▶ **Assignment**:
Only a number is wanted here. Tally the lines of the data that contain "lane".

▶ **Exercise data**:

#####

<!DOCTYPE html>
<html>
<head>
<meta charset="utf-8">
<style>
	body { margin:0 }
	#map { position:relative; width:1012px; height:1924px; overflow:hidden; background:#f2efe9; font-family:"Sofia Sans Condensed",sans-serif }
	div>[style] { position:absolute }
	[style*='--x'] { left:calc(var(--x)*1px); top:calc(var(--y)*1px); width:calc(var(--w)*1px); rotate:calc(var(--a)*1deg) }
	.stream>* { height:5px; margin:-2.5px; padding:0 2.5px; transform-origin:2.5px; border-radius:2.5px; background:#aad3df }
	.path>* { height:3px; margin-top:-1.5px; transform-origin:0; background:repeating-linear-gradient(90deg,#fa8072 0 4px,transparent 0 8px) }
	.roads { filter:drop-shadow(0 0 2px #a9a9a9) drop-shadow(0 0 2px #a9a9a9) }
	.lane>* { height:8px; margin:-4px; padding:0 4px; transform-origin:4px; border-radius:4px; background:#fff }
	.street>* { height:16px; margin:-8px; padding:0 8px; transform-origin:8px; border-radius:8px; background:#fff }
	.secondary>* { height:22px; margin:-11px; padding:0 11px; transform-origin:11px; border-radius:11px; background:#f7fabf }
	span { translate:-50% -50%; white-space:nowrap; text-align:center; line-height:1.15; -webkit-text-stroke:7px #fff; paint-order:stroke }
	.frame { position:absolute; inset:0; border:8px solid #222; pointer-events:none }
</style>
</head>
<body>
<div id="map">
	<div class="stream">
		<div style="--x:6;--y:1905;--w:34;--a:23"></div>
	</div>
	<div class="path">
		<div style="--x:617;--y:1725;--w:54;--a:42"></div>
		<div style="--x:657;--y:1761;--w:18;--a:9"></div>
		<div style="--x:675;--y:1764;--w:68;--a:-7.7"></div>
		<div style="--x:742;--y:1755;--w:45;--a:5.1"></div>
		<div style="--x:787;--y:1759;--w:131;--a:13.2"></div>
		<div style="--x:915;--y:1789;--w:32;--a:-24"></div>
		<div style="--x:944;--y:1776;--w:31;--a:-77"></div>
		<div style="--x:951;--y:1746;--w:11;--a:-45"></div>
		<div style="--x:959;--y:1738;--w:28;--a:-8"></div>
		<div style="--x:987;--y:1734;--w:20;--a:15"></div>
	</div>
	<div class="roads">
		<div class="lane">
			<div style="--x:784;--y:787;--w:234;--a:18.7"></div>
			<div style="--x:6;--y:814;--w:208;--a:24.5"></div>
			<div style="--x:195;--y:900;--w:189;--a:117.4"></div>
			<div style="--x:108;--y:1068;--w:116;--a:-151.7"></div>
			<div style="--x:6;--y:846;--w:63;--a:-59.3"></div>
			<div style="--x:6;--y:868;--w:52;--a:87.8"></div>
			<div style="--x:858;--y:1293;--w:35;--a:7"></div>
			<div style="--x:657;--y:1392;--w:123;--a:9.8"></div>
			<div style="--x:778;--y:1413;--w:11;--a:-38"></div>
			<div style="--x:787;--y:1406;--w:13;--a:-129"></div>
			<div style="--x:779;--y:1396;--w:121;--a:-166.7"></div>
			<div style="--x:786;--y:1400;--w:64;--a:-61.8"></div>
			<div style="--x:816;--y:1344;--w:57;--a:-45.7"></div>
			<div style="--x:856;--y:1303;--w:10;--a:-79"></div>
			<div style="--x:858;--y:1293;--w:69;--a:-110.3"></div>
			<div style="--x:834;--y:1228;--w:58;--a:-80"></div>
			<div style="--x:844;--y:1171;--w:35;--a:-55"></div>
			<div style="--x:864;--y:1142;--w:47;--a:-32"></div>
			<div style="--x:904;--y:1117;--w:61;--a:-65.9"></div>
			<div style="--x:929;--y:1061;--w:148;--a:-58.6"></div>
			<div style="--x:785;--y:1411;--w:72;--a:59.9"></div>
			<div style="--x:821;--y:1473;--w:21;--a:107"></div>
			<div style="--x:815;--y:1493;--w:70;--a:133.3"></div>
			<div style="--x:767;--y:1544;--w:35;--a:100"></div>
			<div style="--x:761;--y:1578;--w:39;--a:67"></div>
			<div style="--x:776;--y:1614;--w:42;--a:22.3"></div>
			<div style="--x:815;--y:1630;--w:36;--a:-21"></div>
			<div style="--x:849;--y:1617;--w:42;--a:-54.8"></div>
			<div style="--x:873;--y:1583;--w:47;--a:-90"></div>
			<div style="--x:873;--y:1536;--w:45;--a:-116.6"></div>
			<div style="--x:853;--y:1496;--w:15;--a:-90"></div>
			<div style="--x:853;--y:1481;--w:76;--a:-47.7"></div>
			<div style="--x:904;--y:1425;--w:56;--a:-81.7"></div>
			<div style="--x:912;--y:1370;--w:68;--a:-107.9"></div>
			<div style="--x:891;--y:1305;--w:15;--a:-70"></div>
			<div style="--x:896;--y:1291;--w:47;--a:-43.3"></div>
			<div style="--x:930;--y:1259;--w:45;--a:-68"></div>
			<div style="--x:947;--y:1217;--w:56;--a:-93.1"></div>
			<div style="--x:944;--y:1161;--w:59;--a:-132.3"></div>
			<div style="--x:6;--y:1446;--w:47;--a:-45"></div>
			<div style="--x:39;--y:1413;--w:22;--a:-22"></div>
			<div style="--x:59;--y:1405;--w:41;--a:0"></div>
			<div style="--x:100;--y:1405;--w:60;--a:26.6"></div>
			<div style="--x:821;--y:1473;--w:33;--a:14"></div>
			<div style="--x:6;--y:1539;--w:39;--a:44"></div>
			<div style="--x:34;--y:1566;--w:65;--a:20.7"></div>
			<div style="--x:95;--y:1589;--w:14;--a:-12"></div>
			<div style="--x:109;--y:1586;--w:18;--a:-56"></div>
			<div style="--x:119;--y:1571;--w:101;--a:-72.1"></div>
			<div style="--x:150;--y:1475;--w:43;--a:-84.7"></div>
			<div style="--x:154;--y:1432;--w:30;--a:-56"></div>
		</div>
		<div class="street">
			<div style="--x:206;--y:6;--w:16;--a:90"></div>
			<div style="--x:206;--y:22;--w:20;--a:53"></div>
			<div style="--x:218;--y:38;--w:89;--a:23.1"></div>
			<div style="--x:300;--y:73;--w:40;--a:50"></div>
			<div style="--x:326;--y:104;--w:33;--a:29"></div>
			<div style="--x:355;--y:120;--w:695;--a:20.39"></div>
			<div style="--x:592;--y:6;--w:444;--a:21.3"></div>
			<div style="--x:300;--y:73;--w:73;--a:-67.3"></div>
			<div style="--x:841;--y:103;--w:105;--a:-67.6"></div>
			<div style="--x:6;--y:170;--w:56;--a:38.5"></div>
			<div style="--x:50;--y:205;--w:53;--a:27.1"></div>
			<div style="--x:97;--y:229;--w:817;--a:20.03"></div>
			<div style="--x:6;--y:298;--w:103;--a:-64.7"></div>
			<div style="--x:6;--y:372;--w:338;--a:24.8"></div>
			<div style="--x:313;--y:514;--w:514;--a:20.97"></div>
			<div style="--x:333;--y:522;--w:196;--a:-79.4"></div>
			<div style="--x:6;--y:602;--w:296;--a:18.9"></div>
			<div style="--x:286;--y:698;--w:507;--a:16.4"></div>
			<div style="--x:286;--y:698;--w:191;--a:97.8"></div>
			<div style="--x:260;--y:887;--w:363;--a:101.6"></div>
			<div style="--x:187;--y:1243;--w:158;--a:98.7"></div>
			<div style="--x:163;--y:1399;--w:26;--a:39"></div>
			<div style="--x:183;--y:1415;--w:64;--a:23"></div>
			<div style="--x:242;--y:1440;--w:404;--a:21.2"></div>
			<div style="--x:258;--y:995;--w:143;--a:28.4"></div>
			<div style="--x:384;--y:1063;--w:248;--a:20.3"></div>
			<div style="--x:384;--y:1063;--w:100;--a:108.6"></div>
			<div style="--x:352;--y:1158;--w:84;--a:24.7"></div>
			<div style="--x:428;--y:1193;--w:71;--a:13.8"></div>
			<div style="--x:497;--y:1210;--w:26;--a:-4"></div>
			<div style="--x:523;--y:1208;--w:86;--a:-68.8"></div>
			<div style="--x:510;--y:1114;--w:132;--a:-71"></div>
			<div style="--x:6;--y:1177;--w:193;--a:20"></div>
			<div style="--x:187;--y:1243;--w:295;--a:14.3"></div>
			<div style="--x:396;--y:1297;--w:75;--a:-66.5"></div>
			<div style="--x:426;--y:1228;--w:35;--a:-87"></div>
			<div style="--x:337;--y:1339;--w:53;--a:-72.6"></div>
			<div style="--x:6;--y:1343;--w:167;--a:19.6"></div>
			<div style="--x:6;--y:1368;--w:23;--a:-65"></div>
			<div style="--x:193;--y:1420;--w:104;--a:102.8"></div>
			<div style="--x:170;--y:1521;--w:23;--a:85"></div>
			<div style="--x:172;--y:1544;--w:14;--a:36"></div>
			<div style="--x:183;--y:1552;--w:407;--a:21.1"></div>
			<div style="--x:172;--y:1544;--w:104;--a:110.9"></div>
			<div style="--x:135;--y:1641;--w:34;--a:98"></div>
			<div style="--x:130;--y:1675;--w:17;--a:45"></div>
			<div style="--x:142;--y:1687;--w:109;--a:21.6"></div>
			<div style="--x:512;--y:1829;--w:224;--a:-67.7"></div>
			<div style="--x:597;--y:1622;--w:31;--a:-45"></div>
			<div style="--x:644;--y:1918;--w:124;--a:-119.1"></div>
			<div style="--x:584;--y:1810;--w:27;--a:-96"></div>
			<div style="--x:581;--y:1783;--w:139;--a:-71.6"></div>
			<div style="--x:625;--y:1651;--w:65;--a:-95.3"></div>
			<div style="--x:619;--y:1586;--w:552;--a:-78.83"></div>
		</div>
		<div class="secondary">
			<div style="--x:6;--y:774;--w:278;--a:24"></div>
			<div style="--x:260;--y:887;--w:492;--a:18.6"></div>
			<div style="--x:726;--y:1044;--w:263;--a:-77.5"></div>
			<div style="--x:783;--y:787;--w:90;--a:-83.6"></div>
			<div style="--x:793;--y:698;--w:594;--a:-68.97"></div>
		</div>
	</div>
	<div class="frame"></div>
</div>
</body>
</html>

#####

▶ **Result**:
2